Genetic Circuits Part 1

1. What are some components in the Phusion High-Fidelity PCR Master Mix and what is their purpose?

Components: Phusion DNA Polymerase (low error rate), nucleotides (A, T, C, G without U), reaction buffer (ensure maximum enzyme activity);

2. What are some factors that determine primer annealing temperature during PCR?

Each primer has a different annealing temperature determined by the environment and by the nucleotides that make up the primer

3. There are two methods from this class that create linear fragments of DNA: PCR, and restriction enzyme digests. Compare and contrast these two methods, both in terms of protocol as well as when one may be preferable to use over the other.

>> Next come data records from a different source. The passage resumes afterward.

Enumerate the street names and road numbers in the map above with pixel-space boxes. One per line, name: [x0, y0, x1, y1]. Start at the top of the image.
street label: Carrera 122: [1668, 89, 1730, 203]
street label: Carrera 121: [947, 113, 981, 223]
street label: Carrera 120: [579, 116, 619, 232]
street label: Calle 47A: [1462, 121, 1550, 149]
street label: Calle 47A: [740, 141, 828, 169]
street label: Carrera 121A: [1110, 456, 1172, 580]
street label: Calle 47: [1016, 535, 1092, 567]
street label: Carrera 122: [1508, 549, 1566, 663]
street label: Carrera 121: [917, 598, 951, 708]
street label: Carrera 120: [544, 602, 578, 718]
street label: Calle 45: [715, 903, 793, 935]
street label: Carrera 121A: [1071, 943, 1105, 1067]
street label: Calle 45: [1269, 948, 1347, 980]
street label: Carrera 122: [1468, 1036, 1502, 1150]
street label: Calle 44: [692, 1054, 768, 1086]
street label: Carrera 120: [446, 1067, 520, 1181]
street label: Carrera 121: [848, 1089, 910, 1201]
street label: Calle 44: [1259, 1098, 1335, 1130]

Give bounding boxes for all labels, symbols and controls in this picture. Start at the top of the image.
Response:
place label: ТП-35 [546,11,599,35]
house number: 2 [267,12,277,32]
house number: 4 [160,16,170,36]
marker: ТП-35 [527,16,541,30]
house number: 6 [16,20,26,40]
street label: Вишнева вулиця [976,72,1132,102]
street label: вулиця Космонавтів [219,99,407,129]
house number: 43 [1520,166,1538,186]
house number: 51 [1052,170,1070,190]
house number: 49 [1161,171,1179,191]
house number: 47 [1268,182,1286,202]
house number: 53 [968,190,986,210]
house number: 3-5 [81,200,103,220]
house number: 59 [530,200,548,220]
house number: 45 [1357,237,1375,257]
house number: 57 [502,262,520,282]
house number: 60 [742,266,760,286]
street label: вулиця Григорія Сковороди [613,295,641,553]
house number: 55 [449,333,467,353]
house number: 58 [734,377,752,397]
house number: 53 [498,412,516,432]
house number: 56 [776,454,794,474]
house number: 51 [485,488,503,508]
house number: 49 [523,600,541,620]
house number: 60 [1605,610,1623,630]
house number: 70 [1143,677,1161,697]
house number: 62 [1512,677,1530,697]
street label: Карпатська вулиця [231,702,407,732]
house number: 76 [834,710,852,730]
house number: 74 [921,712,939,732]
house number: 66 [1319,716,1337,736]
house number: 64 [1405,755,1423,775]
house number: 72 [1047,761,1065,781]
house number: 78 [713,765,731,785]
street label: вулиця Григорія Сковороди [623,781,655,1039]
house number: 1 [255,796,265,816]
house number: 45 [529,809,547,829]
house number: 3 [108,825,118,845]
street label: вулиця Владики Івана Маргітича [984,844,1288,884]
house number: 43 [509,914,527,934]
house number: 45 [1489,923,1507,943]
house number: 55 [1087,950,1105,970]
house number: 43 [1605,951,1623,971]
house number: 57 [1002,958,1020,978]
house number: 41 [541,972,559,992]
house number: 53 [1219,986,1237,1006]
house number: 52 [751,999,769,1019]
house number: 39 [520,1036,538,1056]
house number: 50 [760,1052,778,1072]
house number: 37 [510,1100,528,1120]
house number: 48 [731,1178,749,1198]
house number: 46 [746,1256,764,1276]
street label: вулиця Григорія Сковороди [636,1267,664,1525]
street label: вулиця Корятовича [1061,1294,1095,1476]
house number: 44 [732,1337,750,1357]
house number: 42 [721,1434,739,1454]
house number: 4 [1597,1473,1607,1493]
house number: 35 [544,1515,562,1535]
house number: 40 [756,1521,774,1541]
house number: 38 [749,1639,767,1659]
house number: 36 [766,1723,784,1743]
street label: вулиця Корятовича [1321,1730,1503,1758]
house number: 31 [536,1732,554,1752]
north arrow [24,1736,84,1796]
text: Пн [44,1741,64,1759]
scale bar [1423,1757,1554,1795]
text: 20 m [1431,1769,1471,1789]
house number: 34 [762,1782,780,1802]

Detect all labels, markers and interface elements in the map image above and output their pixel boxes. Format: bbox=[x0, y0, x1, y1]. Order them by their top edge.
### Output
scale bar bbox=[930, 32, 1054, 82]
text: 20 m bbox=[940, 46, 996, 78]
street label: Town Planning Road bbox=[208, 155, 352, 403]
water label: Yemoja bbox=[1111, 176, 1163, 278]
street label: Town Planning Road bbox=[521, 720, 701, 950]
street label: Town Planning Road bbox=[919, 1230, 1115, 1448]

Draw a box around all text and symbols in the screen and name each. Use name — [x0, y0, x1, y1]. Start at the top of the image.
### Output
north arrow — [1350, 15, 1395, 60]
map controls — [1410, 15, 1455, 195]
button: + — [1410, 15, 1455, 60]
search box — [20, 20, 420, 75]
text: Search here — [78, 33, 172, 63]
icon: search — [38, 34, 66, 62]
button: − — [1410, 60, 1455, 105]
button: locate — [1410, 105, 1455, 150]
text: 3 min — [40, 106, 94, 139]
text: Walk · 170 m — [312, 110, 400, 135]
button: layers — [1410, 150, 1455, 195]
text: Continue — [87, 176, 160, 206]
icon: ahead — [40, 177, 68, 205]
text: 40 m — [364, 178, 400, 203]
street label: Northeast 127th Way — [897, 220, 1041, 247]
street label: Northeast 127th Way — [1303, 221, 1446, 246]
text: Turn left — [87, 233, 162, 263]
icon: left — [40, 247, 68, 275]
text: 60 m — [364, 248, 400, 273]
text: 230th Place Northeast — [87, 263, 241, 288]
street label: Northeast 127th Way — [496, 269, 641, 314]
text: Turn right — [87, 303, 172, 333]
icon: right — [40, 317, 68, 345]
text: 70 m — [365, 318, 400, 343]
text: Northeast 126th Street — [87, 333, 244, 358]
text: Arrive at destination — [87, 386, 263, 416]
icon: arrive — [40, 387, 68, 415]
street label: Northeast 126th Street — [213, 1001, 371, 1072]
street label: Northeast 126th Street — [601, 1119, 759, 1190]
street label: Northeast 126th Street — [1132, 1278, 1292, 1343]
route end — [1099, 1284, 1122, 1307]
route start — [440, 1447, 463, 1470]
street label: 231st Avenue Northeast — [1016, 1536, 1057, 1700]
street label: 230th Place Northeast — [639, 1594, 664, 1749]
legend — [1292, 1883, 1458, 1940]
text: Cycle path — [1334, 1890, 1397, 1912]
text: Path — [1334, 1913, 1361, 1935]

PCR makes strands by attaching primers with tails that hang freely. The result is a DNA sequence made of the original one + the tails of the primers that were added. Restriction enymes cut DNA and the resulted sequence part of the original sequence.

4. How can you ensure that the DNA sequences that you have digested and PCR-ed will be appropriate for Gibson cloning?

The sequences need to have identical ends in order to be cut and ligated.

5. How does the plasmid DNA enter the E. coli cells during transformation?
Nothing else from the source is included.